You guys wax at home, salon, laser, shave, clipper or just embrace the Seth Feroce look?

Main thinking of just giving it the number 2 clipper from head to toe?


----------



## Longwaytogo (May 27, 2016)

Tried the mrs' epillator the other day. Will not be trying it again! Hurts like f**k.

Usually now just trim with clippers unless I'm going away then hair removal cream.

Early 20s was a front and back wax.


----------



## Mildo (Feb 11, 2015)

Would a number 2 clipper be enough though? I use a number 1 on my head and there is still hair left.

Waxing seems to be the way forward as it takes a lot longer to come back. Shaving it will effectively make it grow back thicker.


----------



## monkeybiker (Jul 21, 2010)

Mildo said:


> Would a number 2 clipper be enough though? I use a number 1 on my head and there is still hair left.
> 
> Waxing seems to be the way forward as it takes a lot longer to come back.
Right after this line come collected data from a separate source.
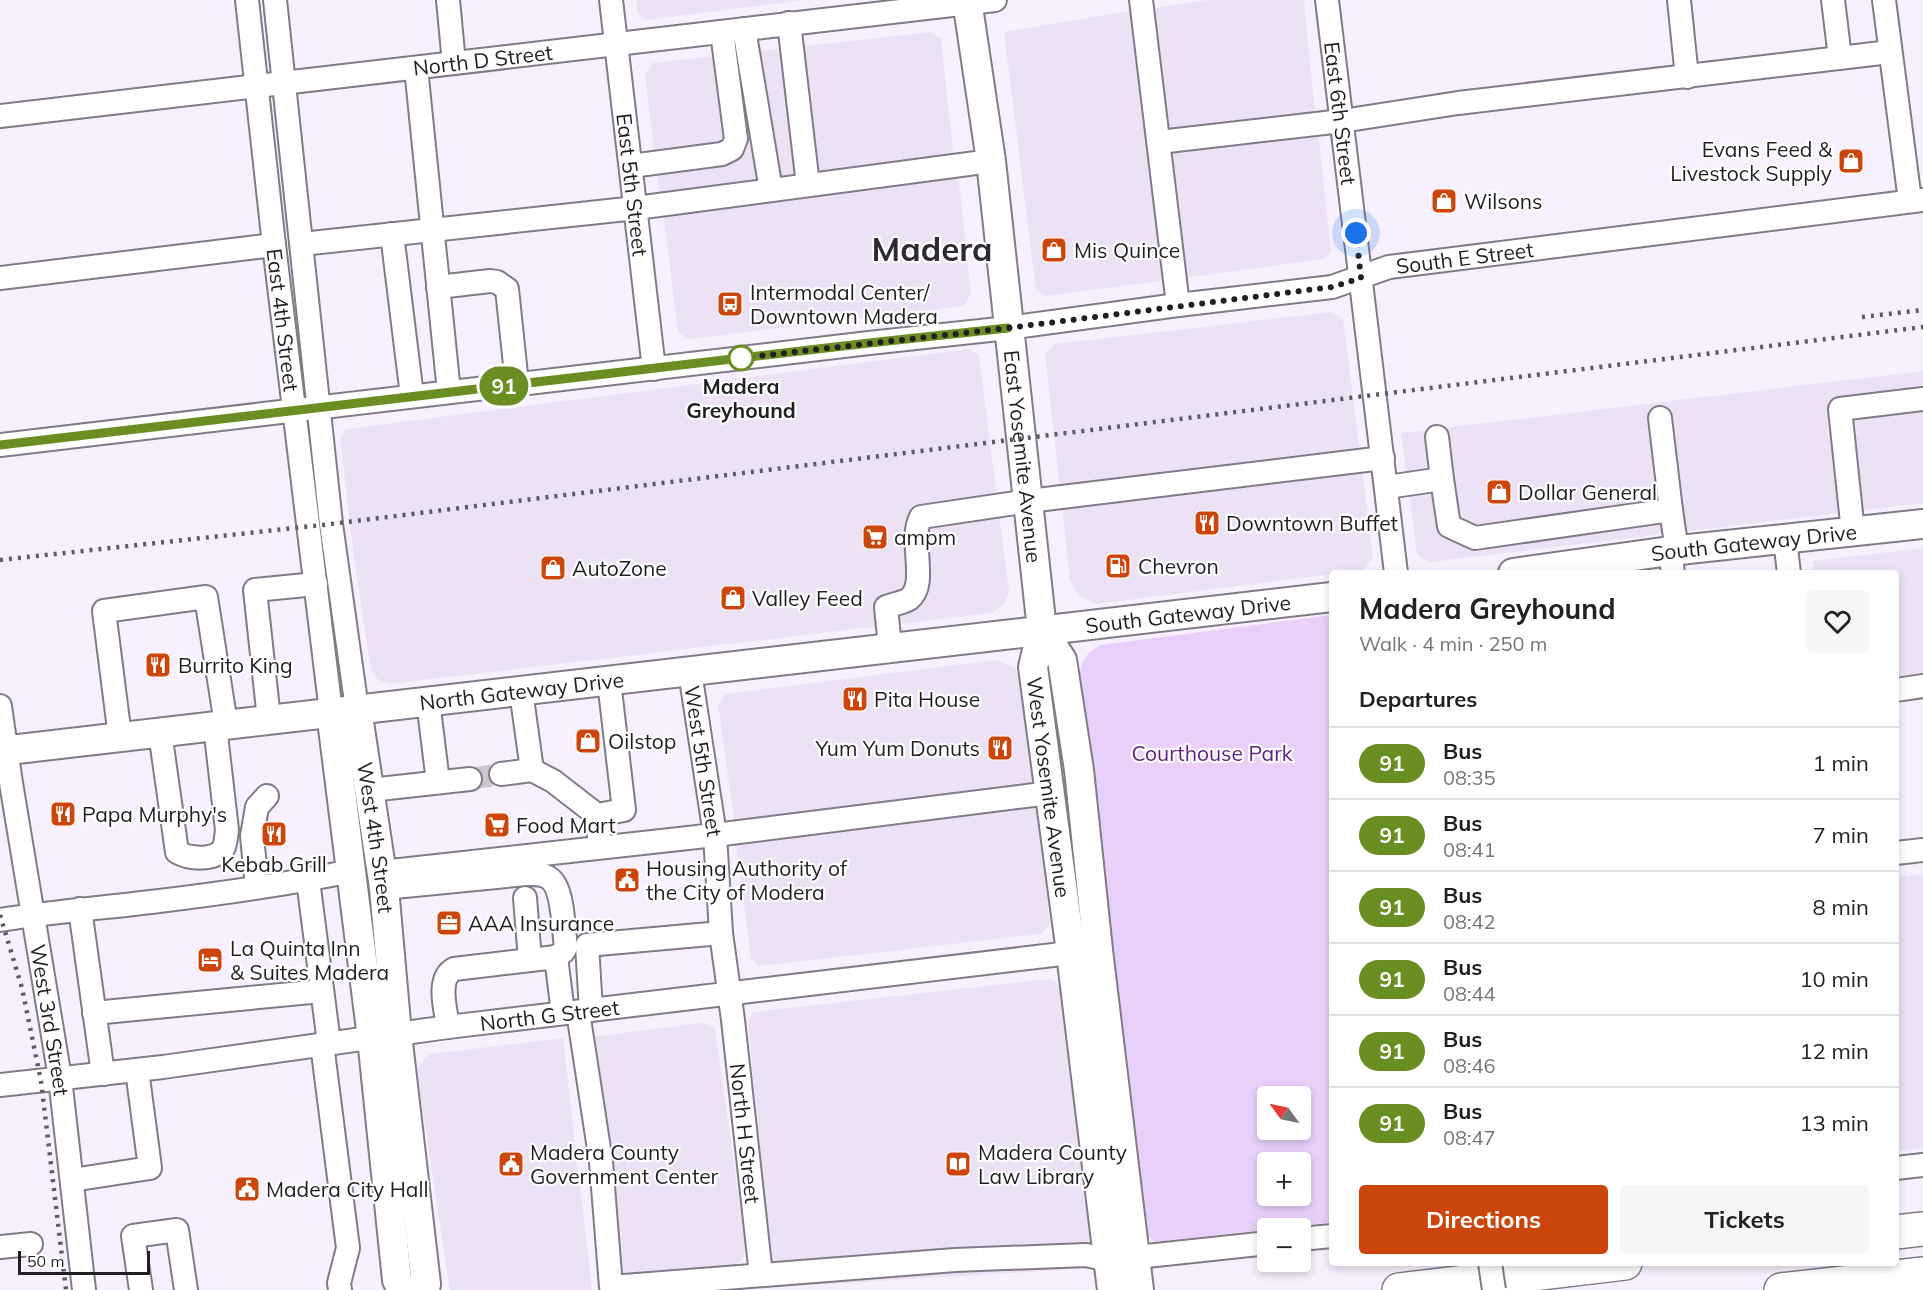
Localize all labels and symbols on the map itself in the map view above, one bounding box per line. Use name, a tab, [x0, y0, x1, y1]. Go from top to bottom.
street label: North D Street	[412, 39, 554, 81]
street label: East 6th Street	[1319, 40, 1362, 186]
street label: East 5th Street	[611, 112, 654, 258]
place label: Evans Feed & Livestock Supply	[1670, 136, 1833, 186]
shop icon: Evans Feed & Livestock Supply	[1836, 146, 1866, 176]
shop icon: Wilsons	[1429, 186, 1459, 216]
place label: Wilsons	[1464, 188, 1542, 214]
your location	[1341, 218, 1371, 248]
district label: Madera	[872, 228, 992, 269]
shop icon: Mis Quince	[1039, 235, 1069, 265]
street label: South E Street	[1394, 236, 1535, 279]
place label: Mis Quince	[1074, 237, 1180, 263]
street label: East 4th Street	[262, 247, 305, 393]
place label: Intermodal Center/ Downtown Madera	[750, 279, 938, 329]
bus stop icon: Intermodal Center/ Downtown Madera	[715, 289, 745, 319]
marker: Madera Greyhound	[728, 345, 754, 371]
street label: East Yosemite Avenue	[999, 349, 1048, 564]
line badge: 91	[477, 366, 531, 406]
place label: Madera Greyhound	[686, 373, 796, 423]
shop icon: Dollar General	[1484, 477, 1514, 507]
place label: Dollar General	[1518, 479, 1657, 505]
restaurant icon: Downtown Buffet	[1192, 508, 1222, 538]
place label: Downtown Buffet	[1226, 510, 1398, 536]
street label: South Gateway Drive	[1649, 518, 1858, 567]
supermarket icon: ampm	[860, 522, 890, 552]
place label: ampm	[894, 524, 956, 550]
fuel station icon: Chevron	[1103, 551, 1133, 581]
shop icon: AutoZone	[538, 553, 568, 583]
place label: Chevron	[1138, 553, 1219, 579]
place label: AutoZone	[572, 555, 667, 581]
shop icon: Valley Feed	[718, 583, 748, 613]
place label: Valley Feed	[752, 585, 863, 611]
street label: South Gateway Drive	[1084, 589, 1292, 638]
restaurant icon: Burrito King	[143, 650, 173, 680]
place label: Burrito King	[178, 652, 293, 678]
street label: North Gateway Drive	[418, 666, 625, 715]
street label: West Yosemite Avenue	[1021, 675, 1077, 899]
street label: West 5th Street	[679, 684, 728, 838]
restaurant icon: Pita House	[840, 684, 870, 714]
place label: Pita House	[874, 686, 980, 712]
shop icon: Oilstop	[573, 726, 603, 756]
place label: Oilstop	[608, 728, 676, 754]
restaurant icon: Yum Yum Donuts	[985, 733, 1015, 763]
place label: Yum Yum Donuts	[815, 735, 980, 761]
park label: Courthouse Park	[1131, 740, 1293, 766]
street label: West 4th Street	[352, 760, 399, 914]
restaurant icon: Papa Murphy's	[48, 799, 78, 829]
place label: Papa Murphy's	[82, 801, 227, 827]
supermarket icon: Food Mart	[482, 810, 512, 840]
place label: Food Mart	[516, 812, 616, 838]
restaurant icon: Kebab Grill	[259, 819, 289, 849]
place label: Kebab Grill	[221, 851, 327, 877]
place label: Housing Authority of the City of Modera	[646, 855, 848, 905]
public building icon: Housing Authority of the City of Modera	[612, 865, 642, 895]
office icon: AAA Insurance	[434, 908, 464, 938]
place label: AAA Insurance	[468, 910, 614, 936]
place label: La Quinta Inn & Suites Madera	[230, 935, 389, 985]
street label: West 3rd Street	[25, 942, 75, 1097]
hotel icon: La Quinta Inn & Suites Madera	[195, 945, 225, 975]
street label: North G Street	[478, 994, 621, 1036]
street label: North H Street	[725, 1062, 766, 1205]
north arrow	[1257, 1086, 1311, 1140]
place label: Madera County Government Center	[530, 1139, 719, 1189]
place label: Madera County Law Library	[978, 1139, 1127, 1189]
public building icon: Madera County Government Center	[496, 1149, 526, 1179]
library icon: Madera County Law Library	[943, 1149, 973, 1179]
public building icon: Madera City Hall	[232, 1174, 262, 1204]
place label: Madera City Hall	[266, 1176, 428, 1202]
scale bar	[18, 1248, 150, 1276]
Shaving it will effectively make it grow back thicker.


 http://www.scientificamerican.com/article/fact-or-fiction-if-you-shave-or-wax-your-hair-will-come-back-thicker/


----------



## Mildo (Feb 11, 2015)

monkeybiker said:


> http://www.scientificamerican.com/article/fact-or-fiction-if-you-shave-or-wax-your-hair-will-come-back-thicker/


 Enough said then :lol:


----------



## Quackerz (Dec 19, 2015)

The doog said:


> What's your preferred method? It's gotten to the point where my back is starting to look pretty grim. It used to just be a case of shaving my shoulders but now it's pretty much light and dark hard thinly spread over 70% of my back, arse, shoulders, upper arm, down my sides, everywhere!
> 
> You guys wax at home, salon, laser, shave, clipper or just embrace the Seth Feroce look?
> 
> Main thinking of just giving it the number 2 clipper from head to toe?


 Laser treatment, never done it but it's gone for good.


----------



## The doog (Aug 6, 2013)

Quackerz said:


> Laser treatment, never done it but it's gone for good.


 Laser is the best bet but would cost £1000s to have the whole back, shoulders, upper arms and arse done!


----------



## The doog (Aug 6, 2013)

Mildo said:


> Would a number 2 clipper be enough though? I use a number 1 on my head and there is still hair left.
> 
> Waxing seems to be the way forward as it takes a lot longer to come back. Shaving it will effectively make it grow back thicker.


 Waxing is good but takes ages. Clipper you can do a bit a day and just rotate body parts. Bit like a bro hair clipping split.


----------



## Quackerz (Dec 19, 2015)

The doog said:


> Laser is the best bet but would cost £1000s to have the whole back, shoulders, upper arms and arse done!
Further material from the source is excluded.